Common Use Cases: Clustering (grouping similar data points) and Dimensionality Reduction (reducing the number of variables).

Supervised Learning Algorithms

Classification Algorithms

Logistic Regression: Predicts the probability of a binary outcome. Good for binary classification problems.
Types:Binary , multinomial and ordinal

Support Vector Machines (SVM): Finds the optimal hyperplane that separates data into classes. Effective in high dimensional spaces.

Decision Trees: Tree-like structure to classify data based on features. Easy to interpret, but prone to overfitting.
Types:ID3,Gini Index and Split Creation

Random Forest: Ensemble of decision trees that improves accuracy and reduces overfitting.

Naive Bayes: Applies Bayes’ theorem with strong (naive) independence assumptions between features. Simple and fast, but assumptions may not hold in real-world data.

K-Nearest Neighbors (KNN): Classifies a data point based on the majority class of its k-nearest neighbors.

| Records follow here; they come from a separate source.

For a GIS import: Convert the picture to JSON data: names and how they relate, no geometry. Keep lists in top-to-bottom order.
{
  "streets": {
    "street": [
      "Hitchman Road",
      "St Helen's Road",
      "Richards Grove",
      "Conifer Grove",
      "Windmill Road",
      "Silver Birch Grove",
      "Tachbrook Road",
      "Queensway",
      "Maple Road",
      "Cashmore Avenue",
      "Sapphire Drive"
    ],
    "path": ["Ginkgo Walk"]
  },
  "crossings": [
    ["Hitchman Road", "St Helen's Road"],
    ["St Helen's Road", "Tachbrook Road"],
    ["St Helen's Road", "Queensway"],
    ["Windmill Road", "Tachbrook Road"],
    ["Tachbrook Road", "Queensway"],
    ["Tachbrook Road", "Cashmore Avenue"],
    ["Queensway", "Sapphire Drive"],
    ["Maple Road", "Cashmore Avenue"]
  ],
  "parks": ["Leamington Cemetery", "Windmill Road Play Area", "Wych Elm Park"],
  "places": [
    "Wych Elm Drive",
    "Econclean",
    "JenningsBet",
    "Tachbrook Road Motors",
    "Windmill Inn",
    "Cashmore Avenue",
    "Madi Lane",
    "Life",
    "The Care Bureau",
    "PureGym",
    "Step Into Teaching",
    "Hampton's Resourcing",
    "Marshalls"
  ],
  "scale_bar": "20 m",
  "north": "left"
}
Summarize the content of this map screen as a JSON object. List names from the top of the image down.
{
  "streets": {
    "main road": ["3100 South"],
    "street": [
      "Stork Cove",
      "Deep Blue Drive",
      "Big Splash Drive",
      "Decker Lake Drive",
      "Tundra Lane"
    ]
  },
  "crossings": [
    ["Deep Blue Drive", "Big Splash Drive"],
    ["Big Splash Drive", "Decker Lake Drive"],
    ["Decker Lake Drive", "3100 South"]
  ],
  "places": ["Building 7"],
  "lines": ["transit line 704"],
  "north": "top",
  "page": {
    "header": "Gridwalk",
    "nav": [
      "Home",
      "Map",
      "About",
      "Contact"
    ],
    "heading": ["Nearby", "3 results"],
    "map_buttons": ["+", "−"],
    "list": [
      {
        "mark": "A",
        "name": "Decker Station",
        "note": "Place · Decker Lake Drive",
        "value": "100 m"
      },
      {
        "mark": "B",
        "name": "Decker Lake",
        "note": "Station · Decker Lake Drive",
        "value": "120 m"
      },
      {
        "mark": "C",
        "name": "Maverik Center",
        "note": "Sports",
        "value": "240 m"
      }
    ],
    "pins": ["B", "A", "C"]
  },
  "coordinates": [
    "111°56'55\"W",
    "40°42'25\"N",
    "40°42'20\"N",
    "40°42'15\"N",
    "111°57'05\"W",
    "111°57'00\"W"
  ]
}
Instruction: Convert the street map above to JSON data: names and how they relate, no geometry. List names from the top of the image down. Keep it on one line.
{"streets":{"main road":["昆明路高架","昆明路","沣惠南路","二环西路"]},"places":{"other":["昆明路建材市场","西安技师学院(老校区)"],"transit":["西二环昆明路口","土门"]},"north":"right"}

Confusion Matrix: A table that summarizes the performance of a classification model by showing the counts of true positive, true negative, false positive, and false negative predictions. Used to calculate various metrics like accuracy, precision, recall, and F1-score.

Stochastic Gradient Descent (SGD): An iterative optimization algorithm used to find the minimum of a cost function. It updates model parameters using the gradient of the cost function computed on a small, randomly selected subset of the training data (a mini-batch) at each iteration. SGD is computationally efficient and suitable for large datasets.

Regression Algorithms

Linear Regression: Models the relationship between variables using a linear equation. Simple and interpretable.

Polynomial Regression: Models the relationship using a polynomial equation. Can capture non-linear relationships.

Support Vector Regression (SVR): Uses SVM principles to predict continuous values.

Decision Tree Regression: Uses decision trees to predict continuous values. Prone to overfitting.

Random Forest Regression: Ensemble of decision trees for regression. Improves accuracy and reduces overfitting.